What are the biggest changes in Europe’s pig sector?

Europe’s swine industry faces significant setbacks due to the spread of African swine fever, but if the sector stays competitive in Asian export markets, it can avoid domestic oversupply and maintain its place as a major player in the global swine industry.
calendar icon 4 March 2021
clock icon 6 minute read

At the 2021 EuroTier Digital Conference, Danske Svineproducenter analyst Markus Fiebelkorn highlighted the structural changes in Europe’s swine industry. He told conference delegates that the European Union’s pork consumption has been falling in recent years, but that increased exports to Asian markets had kept the overall industry stable. However, this underlying structure could change if outbreaks of African swine fever (ASF) continue to spark export bans. It could also be undermined if Europe’s pig production numbers continue increasing.

multiple pigs in an indoor barn
Europe's per capita pork consumption has been falling

Fiebelkorn explained that export opportunities are crucial for EU pig producers – if these markets close, the industry faces a supply surplus. Looking forward, he recommended marginal decreases in net pig production for industry powerhouses like Spain and Denmark. These gradual decreases would keep the sector on an even keel amid shifts in the global industry.

National sectors and international blocs

Europe’s pig sector is diverse. Among the EU 27 trading bloc, some countries, like Austria and Ireland prioritize domestic production and consumption while others, like Spain and Denmark, are major pork exporters. Fiebelkorn noted that countries like Germany and the Netherlands are trying to reduce pig production and improve animal welfare outcomes. Though these moves can be value-adds for pork producers, it makes it difficult to compete with US or Brazilian exports.

When examining export data and market trends, Fiebelkorn noted that the EU’s aggregate pig production and frozen pork exports to China have remained stable through 2020 despite threats from the COVID-19 pandemic and outbreaks of ASF. He told delegates to expect Spanish pork to lead a modest expansion in Asian markets after 2025.

The impacts of African swine fever on Germany and Europe

As Poland’s ASF outbreak spread to Eastern Germany in September of 2020, German pig producers were hit with export bans from China, South Korea and Japan. The fact that Germany’s ASF cases were all in wild boar and the national swine herd remains ASF-free didn’t sway meat importers.

Two hunters standing over a wild boar
To date, Germany's ASF outbreaks have been in wild boar

To stay active in export markets, Germany’s Agriculture Ministry has advocated a regionalization approach. This tactic keeps pork products from ASF-affected states out of international shipments while pork from states without an outbreak can travel. Theoretically, this approach would let Germany attempt to eradicate ASF without ceding its market share.

However, Fiebelkorn told delegates that eradicating ASF from Germany is unlikely if Poland continues to report outbreaks. He explained that Poland does not have the robust animal health infrastructure to keep ASF at bay. Wild boar, which act as reservoirs for the virus, are still migrating between the two countries, making additional outbreaks likely.

Fiebelkorn also said that China will probably resist German pork imports or calls for a regionalization agreement. For many Asian meat importers, the shortfall in German exports can be made up by Spain’s pork producers.
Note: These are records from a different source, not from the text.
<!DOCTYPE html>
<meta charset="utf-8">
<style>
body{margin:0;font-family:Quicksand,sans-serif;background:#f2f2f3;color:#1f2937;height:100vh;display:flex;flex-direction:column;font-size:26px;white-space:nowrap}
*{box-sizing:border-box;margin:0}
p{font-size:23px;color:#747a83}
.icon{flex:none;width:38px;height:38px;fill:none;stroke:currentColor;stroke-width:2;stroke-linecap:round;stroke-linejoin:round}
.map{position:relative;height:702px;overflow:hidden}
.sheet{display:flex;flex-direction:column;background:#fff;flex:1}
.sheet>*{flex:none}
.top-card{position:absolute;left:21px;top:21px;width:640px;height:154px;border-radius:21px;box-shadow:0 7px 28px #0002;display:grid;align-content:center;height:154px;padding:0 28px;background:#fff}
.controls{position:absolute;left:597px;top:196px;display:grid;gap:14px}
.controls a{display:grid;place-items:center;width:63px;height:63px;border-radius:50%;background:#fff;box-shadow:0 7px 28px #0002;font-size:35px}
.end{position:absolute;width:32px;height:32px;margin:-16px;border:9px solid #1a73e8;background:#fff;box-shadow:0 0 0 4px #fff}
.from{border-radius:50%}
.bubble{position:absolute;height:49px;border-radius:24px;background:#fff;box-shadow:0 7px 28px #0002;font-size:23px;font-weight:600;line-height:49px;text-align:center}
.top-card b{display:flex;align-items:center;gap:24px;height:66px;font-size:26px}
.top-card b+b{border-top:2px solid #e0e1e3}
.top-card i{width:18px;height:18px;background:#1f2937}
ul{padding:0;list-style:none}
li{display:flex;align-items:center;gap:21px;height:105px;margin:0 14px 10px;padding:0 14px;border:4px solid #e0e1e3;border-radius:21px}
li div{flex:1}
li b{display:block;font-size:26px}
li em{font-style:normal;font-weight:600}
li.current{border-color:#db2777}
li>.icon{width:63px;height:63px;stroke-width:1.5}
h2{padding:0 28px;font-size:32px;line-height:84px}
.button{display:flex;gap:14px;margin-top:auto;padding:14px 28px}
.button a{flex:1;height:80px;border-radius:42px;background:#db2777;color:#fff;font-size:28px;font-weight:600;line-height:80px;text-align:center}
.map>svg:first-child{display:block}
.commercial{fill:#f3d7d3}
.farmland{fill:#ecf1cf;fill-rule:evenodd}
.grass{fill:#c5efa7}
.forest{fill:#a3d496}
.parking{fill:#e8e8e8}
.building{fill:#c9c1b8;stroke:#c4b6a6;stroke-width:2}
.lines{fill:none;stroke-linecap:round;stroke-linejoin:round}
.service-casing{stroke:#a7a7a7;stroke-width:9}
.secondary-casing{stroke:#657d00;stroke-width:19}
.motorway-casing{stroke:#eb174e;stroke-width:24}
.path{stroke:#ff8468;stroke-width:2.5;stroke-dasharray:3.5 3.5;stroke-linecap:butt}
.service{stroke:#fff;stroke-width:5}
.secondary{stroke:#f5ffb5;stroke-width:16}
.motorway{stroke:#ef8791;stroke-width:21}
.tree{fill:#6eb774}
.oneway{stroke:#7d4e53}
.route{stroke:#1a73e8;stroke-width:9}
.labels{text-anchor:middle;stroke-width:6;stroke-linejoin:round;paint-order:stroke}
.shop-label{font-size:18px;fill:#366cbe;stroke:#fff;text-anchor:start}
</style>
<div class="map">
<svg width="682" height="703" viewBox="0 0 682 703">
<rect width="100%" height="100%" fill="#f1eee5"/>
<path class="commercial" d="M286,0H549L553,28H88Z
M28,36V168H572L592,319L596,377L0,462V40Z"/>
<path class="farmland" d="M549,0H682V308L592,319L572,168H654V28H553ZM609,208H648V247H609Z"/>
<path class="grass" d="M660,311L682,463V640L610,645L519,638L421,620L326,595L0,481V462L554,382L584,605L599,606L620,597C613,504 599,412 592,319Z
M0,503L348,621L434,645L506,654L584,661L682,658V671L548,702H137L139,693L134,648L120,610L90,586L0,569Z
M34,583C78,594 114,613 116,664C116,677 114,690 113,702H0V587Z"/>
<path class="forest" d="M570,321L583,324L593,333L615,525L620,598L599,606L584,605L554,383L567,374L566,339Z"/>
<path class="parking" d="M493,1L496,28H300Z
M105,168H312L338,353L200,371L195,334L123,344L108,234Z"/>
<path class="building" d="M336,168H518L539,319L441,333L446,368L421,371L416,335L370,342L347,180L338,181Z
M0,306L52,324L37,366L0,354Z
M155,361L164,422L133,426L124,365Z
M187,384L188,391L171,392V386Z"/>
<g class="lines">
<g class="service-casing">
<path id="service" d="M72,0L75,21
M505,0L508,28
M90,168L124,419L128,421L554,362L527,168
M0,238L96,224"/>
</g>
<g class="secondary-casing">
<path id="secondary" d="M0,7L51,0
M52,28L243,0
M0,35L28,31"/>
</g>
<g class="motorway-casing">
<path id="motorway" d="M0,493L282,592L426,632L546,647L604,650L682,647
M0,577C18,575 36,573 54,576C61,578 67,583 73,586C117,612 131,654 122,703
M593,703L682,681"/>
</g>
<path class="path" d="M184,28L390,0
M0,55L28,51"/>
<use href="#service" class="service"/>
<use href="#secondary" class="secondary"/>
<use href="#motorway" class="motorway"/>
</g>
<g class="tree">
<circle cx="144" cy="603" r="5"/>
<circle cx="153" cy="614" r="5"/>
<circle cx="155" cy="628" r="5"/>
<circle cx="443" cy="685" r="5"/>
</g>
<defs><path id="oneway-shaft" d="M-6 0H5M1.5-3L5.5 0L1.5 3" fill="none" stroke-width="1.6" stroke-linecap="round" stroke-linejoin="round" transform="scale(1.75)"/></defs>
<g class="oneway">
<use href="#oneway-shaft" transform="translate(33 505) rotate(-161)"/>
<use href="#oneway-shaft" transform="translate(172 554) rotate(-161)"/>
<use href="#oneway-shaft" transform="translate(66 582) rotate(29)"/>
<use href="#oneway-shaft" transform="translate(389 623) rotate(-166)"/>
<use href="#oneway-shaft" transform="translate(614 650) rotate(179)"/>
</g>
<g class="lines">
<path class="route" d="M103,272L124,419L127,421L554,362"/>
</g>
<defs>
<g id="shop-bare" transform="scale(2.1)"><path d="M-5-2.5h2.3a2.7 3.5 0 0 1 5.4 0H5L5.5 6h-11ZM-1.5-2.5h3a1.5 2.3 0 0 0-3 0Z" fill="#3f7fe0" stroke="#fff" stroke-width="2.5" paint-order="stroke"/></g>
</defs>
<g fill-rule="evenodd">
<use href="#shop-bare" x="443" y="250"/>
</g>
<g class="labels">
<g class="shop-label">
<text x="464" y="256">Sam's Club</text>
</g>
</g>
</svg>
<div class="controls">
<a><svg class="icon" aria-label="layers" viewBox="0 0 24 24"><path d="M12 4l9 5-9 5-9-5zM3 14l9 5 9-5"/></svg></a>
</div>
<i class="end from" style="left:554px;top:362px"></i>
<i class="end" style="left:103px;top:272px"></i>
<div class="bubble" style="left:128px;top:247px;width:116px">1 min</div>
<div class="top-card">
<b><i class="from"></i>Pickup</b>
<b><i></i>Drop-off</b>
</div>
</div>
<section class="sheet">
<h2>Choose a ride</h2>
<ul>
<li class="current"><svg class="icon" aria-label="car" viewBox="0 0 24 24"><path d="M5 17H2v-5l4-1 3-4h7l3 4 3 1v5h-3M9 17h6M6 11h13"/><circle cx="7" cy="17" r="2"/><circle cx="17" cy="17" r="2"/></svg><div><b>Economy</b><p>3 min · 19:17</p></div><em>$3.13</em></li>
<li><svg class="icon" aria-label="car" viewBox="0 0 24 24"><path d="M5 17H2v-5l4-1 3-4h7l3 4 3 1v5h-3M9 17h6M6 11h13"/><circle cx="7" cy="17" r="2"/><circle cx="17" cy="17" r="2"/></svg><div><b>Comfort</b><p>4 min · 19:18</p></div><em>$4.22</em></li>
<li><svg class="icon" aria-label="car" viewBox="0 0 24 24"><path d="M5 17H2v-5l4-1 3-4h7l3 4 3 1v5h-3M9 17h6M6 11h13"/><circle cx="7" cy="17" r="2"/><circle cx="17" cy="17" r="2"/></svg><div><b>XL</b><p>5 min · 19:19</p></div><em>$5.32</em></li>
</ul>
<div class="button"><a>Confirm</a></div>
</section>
His analysis shows Germany’s swine sector stepping away from export markets and prioritizing its domestic industry instead.

Shifts in piglet production

Danske Svineproducenter’s longitudinal data also shows fluctuations in Europe’s piglet population. Fiebelkorn highlighted how Germany moved from a piglet surplus in 2010 to a deficit in 2020. As it stands now, Germany needs to import piglets to maintain its herd – but questions remain about where Germany would source them.

Piglets standing on a slatted floor
Denmark and the Netherlands are the main piglet producers in the EU

Poland and other Eastern European countries lack the export capacity, while France and other Western European nations focus heavily on their domestic industries and don’t have a surplus to export. This leaves Denmark and the Netherlands as the primary piglet producers in the EU. However, these countries are trying to decrease swine numbers.

Fiebelkorn told delegates to keep an eye on this market: a deficit means that demand will spike. Prices will determine where the piglets go. If sourcing piglets becomes too expensive for some markets, the marginal reductions that Fiebelkorn projected could become more pronounced.

A more global view

When concluding his presentation, Fiebelkorn discussed the pig sector’s potential rebound from African swine fever in 2021. Data from the USDA suggests that 2020 was the “bottom of the market” in terms of pork prices and production numbers.

However, Fiebelkorn believes that any rebound this year will keep the market at pre-ASF levels. This means that the EU’s pig sector can continue to bounce back from its own internal challenges– outbreaks of African swine fever and processing slowdowns due to COVID-19 – and begin to slow production. If the EU can meet these challenges, its stable economic outputs will likely stay for 2021.

Content from the EuroTier Digital Conference will be hosted on the online platform until 15 April.